My suggestion? Kegger at the White House!


14 Responses

  1. All Mr. Thiel appears to have said was that women appeared to be an anti-libertarian polity, and that he felt that welfare supporting votes added to a “womens vote” boded ill for libertarianism.
    This is no more a call for denying women the franchise than abjuring the openly unthinking voting of many young voters is to call for their removal from the voter’s rolls. Mr. Thiel appears to have tripped the hair trigger on Mr. Treder’s taboo reflex.
    The specific taboo must be something more broad than women voting, as Mr. Thiel implied criticism of womens’ voting trend in relation to libertarianism; he once again didn’t argue that they should be denied the vote.
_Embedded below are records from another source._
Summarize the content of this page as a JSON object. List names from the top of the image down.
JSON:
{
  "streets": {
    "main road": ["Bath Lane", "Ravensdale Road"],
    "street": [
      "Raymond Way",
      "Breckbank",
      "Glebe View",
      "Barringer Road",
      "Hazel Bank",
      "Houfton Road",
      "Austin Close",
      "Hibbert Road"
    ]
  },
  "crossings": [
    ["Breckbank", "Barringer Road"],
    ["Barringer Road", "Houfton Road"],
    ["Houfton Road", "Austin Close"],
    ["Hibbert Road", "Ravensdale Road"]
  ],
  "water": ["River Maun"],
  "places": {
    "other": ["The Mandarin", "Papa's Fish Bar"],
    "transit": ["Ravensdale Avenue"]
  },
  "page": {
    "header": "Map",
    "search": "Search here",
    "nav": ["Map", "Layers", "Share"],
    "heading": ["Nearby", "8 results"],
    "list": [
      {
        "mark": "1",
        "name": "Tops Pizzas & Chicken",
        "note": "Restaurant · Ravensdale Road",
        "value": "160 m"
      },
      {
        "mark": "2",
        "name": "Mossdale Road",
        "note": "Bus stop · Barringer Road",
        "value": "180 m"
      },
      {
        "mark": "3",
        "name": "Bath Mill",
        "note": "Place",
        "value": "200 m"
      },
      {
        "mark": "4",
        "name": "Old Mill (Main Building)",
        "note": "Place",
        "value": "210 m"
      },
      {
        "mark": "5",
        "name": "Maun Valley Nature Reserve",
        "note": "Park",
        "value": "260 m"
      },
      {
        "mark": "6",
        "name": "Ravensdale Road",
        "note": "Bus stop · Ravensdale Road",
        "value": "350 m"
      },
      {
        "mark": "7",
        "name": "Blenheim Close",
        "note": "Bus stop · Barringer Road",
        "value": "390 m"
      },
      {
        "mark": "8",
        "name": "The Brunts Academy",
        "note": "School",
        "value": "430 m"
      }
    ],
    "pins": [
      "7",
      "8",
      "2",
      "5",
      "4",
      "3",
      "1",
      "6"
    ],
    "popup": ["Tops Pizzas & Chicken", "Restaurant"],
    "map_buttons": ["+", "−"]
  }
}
So the taboo may be the common one today broadly labeled “womens issues.” Mr. Thiel would then be an apostate because he didn’t speak respectfully enough for Mr. Treder.
    Please, Mr. Treder, if you achieve a dominant status in a posthuman singularity-like world, consider using a more rational analysis of those you judge. I, if I survive the transition, may be one of your “happy subjects.” Given sense of justice indicated by your sentence to hell of the notorious taboo violator Thiel, I’m sure that I and my fellow subjects will be most appreciative of your inspired opinions.
    Regarding women and libertarianism, I disagree with the idea of abandoning the marketplace of politics because the market isn’t “fair.”
    Many more women than men, in my experience, have a more communitarian than individual centered political view. But not all women are like this, and very many men join the communitarian position.
    The communication that we have due to modern technology and the strength of the ideas of Adam Smith, John Locke, Hayek and so many others will sway more women as well as men as time passes-if those of us who believe in these ideas engage and do battle in the political marketplace.